Vase
from Reflections on a Life, writings and paintings for my father
My father is running toward me at the Drive-in-Theater-turned-Flea-Market. He’s got something blue in his hands. I’m in the lower lot near the swing sets and the big screen. He’s in the upper lot, so it’s a downhill run, zigzagging past junk covered tables that glisten in the hot, early afternoon sun. My father looks gleeful as if he’s found a real deal. He loves a bargain. He always gets me the wrong gift for the right price. I take the gifts, thank him, tell him I like them, and he always knows I’m lying. Gifts are the only way he can tell me what he wouldn’t dare use words for. He brings them to me with full openness, and when I can’t accept them wholly, it’s complete refusal. Sadness pours out of him like a sweat.
I can watch him running toward me any time I want. It’s a memory I play back at will, a memory like a photograph with little depth of field.

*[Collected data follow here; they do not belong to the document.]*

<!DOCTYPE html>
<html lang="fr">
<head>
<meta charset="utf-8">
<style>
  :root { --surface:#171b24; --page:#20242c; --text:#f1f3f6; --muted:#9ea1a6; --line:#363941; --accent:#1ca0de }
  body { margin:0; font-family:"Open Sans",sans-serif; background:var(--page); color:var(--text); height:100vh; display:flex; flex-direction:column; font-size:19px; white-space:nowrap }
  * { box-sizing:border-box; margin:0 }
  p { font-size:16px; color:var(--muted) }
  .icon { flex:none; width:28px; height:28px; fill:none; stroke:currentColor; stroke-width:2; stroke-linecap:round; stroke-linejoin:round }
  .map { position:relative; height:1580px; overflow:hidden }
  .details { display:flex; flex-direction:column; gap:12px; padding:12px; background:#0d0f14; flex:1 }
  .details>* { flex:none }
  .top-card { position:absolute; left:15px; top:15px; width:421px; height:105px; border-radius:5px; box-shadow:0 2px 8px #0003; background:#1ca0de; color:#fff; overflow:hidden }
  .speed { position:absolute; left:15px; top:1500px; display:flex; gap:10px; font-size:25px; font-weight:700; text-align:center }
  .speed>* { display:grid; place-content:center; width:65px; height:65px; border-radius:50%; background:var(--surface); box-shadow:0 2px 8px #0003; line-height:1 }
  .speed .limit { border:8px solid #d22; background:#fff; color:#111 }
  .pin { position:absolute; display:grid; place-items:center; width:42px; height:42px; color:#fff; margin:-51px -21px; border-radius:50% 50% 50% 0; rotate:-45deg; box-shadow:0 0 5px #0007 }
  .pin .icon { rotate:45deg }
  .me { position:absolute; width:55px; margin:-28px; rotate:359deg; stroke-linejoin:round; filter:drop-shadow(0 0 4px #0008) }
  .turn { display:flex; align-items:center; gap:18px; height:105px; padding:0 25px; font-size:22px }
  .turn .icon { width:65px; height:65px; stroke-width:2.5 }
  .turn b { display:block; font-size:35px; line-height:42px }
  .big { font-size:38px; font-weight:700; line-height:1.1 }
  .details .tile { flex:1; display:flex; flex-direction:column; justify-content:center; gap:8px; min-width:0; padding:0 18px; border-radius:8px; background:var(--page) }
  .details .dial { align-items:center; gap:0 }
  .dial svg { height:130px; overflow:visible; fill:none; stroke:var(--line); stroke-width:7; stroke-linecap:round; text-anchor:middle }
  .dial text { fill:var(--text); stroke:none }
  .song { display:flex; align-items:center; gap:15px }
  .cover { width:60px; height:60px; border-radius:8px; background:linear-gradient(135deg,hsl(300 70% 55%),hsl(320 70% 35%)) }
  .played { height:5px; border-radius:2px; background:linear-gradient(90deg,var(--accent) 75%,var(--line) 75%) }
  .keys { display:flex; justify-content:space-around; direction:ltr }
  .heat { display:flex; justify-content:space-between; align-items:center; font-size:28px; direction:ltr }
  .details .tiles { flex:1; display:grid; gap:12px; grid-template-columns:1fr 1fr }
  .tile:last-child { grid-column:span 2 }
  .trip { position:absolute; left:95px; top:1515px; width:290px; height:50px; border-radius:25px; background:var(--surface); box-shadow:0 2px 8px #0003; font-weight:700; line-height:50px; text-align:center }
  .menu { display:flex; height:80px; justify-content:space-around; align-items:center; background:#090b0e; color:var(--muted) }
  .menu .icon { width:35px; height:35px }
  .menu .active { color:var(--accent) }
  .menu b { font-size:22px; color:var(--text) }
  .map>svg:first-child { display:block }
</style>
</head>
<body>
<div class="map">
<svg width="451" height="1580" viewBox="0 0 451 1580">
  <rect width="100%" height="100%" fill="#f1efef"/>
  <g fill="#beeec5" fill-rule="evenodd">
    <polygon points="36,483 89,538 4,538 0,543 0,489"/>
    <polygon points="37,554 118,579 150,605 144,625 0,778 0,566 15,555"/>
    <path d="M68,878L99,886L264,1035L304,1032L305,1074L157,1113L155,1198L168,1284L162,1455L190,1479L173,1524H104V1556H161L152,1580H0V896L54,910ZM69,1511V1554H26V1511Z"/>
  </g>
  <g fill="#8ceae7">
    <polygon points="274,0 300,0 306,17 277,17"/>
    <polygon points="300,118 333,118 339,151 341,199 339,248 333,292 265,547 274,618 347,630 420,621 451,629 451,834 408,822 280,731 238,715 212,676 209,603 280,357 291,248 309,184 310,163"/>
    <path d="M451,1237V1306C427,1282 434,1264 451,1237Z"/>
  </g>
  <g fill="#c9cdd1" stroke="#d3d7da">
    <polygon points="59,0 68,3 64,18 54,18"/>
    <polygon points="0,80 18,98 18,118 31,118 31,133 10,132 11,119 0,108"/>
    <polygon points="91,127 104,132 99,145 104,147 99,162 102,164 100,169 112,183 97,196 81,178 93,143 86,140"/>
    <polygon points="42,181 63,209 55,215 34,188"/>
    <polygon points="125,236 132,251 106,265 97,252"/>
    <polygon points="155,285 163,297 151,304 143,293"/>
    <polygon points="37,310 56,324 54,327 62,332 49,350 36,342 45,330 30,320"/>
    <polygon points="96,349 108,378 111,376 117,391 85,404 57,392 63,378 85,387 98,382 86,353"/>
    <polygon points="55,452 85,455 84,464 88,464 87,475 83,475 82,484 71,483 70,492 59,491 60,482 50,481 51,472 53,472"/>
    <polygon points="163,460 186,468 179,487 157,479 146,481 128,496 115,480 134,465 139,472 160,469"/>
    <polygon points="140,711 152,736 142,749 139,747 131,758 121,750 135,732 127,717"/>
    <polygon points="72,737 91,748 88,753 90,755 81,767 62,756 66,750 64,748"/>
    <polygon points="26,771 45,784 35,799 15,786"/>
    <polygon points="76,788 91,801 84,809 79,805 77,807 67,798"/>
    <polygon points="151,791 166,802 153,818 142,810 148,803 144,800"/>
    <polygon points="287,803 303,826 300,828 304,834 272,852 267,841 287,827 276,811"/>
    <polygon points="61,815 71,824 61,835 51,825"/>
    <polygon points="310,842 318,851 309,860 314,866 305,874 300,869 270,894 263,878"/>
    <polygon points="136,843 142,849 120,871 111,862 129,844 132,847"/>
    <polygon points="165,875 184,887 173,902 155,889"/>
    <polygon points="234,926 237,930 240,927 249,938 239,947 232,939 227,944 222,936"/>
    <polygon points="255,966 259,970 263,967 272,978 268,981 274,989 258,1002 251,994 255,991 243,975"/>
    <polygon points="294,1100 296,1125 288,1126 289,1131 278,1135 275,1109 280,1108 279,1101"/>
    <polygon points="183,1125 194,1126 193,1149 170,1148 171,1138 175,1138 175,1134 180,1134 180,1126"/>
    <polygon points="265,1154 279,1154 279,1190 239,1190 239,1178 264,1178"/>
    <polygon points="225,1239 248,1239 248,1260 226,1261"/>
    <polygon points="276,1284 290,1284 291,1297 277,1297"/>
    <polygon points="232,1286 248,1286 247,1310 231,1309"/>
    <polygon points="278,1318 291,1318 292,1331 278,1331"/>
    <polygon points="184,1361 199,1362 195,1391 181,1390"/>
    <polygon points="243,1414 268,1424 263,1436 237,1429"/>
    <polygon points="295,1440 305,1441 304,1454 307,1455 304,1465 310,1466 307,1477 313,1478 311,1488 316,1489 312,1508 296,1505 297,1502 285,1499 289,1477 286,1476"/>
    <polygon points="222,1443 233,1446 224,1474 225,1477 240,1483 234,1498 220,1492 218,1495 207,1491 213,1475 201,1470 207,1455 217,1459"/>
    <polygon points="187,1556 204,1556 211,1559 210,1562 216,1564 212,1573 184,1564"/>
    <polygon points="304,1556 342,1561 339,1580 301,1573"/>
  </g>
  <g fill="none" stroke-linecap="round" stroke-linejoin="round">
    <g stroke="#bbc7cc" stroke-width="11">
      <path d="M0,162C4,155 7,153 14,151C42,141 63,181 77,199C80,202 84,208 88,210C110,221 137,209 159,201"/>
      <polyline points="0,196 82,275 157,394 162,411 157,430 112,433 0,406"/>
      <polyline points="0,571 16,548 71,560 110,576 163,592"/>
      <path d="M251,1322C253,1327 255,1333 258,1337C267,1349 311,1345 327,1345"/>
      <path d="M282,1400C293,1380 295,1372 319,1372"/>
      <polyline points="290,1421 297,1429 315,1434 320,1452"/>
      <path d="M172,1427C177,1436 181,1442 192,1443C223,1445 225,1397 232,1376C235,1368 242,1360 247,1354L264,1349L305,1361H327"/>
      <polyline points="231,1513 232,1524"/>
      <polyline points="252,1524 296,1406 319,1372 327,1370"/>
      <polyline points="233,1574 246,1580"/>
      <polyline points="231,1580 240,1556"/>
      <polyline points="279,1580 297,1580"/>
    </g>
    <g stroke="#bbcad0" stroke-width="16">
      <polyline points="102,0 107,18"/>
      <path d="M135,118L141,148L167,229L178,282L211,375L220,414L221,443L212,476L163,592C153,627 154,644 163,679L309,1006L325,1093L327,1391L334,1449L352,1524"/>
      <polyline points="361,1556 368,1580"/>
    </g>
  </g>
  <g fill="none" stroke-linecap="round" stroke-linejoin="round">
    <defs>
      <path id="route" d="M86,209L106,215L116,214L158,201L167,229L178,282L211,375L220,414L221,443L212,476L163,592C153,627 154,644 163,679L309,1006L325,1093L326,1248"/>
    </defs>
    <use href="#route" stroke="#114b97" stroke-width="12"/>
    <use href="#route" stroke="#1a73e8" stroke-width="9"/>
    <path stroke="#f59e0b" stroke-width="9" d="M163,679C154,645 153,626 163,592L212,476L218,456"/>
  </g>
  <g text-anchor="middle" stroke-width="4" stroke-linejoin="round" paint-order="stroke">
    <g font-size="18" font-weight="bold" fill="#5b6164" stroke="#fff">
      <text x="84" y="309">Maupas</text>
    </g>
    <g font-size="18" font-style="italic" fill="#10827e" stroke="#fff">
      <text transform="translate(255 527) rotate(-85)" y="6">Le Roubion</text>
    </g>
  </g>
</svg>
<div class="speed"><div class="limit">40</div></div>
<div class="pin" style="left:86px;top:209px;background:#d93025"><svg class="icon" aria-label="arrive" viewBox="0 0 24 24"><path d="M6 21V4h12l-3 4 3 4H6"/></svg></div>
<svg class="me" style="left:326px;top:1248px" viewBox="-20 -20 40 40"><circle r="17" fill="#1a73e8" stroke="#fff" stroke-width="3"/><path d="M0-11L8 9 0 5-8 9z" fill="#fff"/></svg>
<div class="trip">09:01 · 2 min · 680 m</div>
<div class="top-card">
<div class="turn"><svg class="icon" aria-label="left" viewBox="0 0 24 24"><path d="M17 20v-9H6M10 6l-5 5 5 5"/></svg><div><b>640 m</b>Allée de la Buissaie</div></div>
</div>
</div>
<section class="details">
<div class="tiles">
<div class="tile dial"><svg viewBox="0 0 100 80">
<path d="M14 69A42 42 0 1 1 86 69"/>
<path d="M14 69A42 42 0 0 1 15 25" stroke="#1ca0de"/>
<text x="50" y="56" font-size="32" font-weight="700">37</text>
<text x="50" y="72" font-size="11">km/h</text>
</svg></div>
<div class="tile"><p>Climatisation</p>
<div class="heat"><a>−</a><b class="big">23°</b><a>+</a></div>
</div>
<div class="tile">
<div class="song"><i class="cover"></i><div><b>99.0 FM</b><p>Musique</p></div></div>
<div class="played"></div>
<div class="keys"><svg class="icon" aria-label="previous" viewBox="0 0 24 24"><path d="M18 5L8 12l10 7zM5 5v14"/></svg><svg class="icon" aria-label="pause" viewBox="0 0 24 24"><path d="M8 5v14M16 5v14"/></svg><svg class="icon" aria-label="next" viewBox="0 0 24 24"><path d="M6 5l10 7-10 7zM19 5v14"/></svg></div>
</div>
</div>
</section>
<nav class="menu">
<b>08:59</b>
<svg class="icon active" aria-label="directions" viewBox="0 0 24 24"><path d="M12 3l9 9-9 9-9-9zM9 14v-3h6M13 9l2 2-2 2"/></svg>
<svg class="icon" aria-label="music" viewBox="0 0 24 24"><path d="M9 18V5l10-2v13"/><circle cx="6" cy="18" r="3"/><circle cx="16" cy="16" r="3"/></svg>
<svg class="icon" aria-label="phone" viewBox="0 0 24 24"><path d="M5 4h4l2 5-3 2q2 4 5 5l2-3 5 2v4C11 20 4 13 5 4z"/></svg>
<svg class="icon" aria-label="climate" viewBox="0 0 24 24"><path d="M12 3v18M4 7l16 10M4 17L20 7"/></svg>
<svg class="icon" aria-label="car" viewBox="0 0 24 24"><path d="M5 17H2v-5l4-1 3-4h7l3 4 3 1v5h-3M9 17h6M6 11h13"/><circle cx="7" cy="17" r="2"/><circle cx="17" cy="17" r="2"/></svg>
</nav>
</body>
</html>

Everything before and after it is blurred, but this one moment of him running is in focus, so crisp it shimmers. It’s a blue glass vase in his hands. It’s got raised milky flowers. He got it for two bucks because of a tiny chip in the rim. It will be one of the few beautiful things I own.
I love replaying the memory of him running. He’s wearing a white t-shirt and plaid shorts. He knows there is something right about this. When he reaches me, he’s all out of breath.
I wrote this piece long before my dad died, but included it in an exhibit honoring him shortly after his death.